Data excerpts START

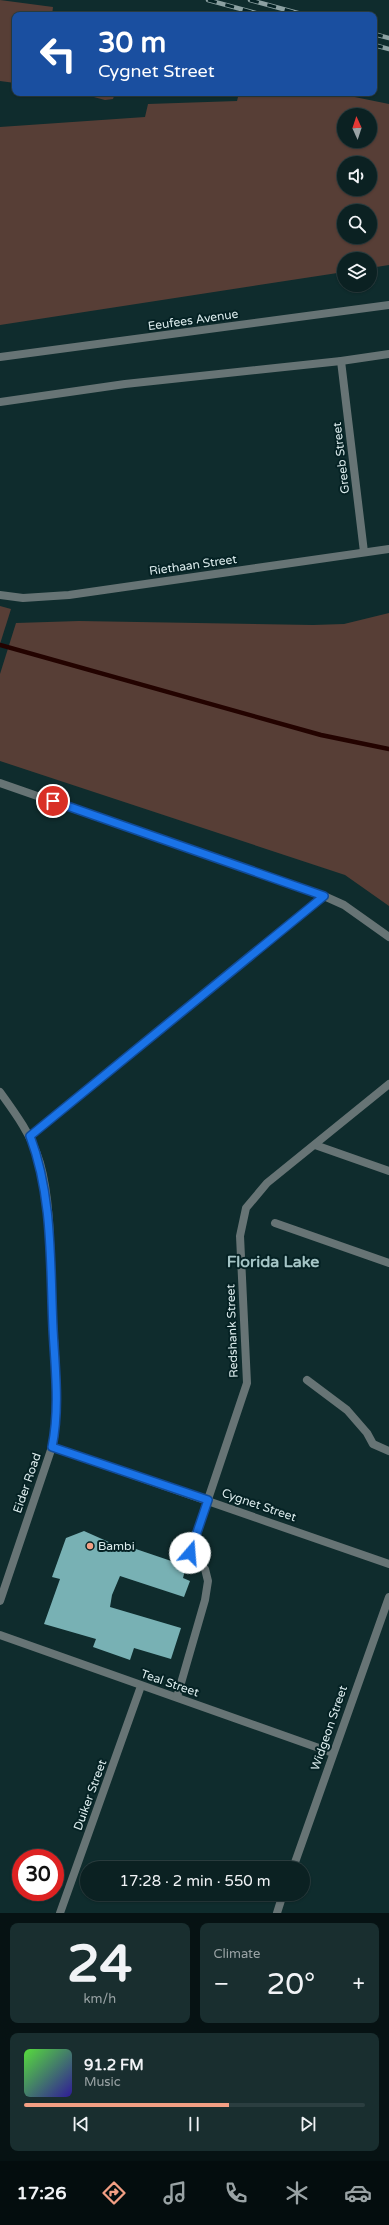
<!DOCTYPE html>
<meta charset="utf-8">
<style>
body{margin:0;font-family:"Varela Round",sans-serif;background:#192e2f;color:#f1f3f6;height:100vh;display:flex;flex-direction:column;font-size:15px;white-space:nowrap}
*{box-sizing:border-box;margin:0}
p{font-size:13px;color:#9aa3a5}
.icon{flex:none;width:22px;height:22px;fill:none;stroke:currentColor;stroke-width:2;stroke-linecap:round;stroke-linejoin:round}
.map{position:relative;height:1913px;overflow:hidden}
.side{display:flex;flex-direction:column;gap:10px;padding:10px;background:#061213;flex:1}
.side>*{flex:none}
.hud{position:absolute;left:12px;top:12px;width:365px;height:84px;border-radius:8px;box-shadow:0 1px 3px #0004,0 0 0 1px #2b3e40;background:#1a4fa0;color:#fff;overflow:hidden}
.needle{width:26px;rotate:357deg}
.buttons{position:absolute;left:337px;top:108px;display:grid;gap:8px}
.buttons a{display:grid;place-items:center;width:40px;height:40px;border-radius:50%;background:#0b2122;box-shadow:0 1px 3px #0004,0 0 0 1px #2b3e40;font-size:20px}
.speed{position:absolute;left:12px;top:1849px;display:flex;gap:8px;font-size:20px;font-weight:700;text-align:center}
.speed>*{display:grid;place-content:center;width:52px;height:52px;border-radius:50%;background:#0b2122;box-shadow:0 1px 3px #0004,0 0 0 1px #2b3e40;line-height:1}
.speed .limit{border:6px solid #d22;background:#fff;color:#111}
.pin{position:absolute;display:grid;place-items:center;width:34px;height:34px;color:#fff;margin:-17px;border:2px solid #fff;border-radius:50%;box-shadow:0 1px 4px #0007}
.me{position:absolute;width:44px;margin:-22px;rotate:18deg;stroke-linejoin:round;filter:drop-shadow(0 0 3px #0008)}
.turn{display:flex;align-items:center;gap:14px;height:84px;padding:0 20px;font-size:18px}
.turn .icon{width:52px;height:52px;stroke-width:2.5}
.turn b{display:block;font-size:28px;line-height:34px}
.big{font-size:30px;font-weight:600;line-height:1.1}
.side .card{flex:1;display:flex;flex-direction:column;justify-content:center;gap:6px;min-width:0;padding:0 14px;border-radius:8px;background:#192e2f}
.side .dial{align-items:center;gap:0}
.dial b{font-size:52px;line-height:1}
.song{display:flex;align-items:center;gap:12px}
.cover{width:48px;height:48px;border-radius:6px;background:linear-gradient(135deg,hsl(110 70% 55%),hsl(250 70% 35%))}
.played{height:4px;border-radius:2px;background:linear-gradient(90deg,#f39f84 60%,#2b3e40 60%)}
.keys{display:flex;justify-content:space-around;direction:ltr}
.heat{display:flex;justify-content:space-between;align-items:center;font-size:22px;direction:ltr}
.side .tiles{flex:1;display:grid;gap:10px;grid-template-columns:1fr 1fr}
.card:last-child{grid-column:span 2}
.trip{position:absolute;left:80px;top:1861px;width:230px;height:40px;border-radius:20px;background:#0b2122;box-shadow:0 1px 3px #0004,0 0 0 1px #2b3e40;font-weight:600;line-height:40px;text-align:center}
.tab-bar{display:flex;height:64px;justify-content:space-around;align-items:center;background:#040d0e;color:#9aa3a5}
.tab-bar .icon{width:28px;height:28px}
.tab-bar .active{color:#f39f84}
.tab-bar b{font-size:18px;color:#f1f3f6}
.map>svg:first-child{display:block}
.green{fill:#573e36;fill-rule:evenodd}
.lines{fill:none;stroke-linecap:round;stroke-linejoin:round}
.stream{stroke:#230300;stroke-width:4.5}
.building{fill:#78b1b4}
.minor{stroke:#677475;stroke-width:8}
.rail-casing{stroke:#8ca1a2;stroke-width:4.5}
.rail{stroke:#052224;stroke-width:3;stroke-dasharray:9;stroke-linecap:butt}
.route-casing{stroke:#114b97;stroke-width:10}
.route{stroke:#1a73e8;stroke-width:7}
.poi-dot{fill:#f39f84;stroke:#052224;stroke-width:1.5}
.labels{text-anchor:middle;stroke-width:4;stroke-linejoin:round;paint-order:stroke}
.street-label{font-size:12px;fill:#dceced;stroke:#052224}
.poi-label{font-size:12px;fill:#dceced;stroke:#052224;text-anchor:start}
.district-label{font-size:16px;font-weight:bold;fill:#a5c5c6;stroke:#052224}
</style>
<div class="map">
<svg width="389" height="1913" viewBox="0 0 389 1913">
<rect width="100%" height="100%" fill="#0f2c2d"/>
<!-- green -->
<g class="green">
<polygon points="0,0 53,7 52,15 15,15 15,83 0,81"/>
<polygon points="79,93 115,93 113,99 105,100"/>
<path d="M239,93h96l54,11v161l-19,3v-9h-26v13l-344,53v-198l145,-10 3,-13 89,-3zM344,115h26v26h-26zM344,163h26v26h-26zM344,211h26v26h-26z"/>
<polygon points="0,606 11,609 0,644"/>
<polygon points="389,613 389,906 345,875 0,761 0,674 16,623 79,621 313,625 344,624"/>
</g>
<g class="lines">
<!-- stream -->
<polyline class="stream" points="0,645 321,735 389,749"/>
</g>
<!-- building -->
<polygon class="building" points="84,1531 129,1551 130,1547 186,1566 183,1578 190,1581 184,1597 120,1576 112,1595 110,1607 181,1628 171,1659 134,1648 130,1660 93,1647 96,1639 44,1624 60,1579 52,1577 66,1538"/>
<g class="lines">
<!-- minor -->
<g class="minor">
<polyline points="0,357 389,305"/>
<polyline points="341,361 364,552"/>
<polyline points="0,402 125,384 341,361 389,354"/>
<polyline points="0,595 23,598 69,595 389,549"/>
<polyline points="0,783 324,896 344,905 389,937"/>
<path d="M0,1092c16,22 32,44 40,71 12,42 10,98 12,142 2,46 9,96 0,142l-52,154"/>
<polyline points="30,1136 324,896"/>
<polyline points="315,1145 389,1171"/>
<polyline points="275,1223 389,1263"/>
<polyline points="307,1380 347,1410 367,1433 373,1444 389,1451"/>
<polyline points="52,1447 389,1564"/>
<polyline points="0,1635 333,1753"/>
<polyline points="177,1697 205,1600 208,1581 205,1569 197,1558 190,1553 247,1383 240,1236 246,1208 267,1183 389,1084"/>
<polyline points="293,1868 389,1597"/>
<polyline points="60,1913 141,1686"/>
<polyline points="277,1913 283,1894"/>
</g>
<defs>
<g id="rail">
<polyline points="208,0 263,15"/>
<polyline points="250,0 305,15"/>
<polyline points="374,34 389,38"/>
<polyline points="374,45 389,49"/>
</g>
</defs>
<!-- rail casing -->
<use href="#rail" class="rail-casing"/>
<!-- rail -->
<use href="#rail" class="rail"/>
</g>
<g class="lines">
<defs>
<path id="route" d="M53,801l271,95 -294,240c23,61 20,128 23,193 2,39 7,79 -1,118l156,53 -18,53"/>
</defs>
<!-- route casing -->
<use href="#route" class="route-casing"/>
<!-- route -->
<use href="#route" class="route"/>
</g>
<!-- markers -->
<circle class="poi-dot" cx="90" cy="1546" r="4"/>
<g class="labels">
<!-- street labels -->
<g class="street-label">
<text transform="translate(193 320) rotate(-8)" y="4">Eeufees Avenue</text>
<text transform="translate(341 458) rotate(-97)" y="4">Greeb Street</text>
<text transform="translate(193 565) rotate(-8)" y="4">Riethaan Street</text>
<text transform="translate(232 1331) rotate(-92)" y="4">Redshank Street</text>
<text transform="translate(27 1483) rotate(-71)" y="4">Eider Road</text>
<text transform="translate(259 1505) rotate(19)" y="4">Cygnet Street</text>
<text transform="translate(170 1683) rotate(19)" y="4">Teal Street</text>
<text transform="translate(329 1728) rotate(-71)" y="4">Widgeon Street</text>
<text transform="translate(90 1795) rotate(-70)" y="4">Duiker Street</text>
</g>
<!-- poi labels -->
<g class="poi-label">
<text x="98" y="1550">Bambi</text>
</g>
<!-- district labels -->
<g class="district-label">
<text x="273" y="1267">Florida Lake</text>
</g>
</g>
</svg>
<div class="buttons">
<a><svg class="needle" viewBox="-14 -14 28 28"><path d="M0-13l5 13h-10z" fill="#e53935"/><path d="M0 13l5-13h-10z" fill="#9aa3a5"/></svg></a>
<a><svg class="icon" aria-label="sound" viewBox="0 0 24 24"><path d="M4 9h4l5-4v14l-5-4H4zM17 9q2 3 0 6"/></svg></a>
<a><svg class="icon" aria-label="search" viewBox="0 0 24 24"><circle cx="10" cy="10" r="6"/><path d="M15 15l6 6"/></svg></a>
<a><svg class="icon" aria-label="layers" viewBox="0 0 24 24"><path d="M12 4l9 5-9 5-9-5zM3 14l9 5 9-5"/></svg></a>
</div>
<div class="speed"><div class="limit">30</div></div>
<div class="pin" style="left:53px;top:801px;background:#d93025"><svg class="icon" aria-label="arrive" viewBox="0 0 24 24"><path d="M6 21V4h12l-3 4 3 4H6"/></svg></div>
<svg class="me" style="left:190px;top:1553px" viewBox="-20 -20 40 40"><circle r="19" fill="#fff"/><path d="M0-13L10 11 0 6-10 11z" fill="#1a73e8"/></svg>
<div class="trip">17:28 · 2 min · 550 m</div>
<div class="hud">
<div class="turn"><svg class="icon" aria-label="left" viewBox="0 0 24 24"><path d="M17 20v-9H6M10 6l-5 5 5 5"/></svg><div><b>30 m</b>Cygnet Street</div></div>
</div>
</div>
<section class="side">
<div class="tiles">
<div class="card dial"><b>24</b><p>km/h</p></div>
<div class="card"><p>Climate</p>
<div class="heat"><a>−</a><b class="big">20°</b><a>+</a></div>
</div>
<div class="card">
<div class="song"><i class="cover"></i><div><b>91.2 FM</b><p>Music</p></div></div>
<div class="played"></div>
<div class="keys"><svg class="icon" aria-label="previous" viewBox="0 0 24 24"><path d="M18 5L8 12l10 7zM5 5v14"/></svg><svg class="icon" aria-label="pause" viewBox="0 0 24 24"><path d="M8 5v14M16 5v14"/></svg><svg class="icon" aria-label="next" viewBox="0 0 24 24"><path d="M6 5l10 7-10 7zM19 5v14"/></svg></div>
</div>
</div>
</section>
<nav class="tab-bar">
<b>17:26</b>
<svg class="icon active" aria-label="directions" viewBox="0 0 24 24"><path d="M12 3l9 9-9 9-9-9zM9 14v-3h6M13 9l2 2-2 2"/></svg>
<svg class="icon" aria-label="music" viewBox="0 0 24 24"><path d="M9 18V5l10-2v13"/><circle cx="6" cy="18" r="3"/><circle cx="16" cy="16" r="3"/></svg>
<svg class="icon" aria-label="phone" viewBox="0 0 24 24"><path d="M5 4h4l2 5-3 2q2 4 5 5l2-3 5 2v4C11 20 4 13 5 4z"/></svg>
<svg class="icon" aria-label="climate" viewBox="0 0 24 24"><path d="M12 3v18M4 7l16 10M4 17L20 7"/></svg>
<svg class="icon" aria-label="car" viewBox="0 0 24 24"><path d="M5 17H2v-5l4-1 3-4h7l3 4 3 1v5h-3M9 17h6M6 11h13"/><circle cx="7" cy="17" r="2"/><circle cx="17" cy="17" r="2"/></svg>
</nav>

Data excerpts END

§ **Problem details**
Search the entries for the word "linear" and copy every line that has it.

§ **Exercise result**
.cover{width:48px;height:48px;border-radius:6px;background:linear-gradient(135deg,hsl(110 70% 55%),hsl(250 70% 35%))}
.played{height:4px;border-radius:2px;background:linear-gradient(90deg,#f39f84 60%,#2b3e40 60%)}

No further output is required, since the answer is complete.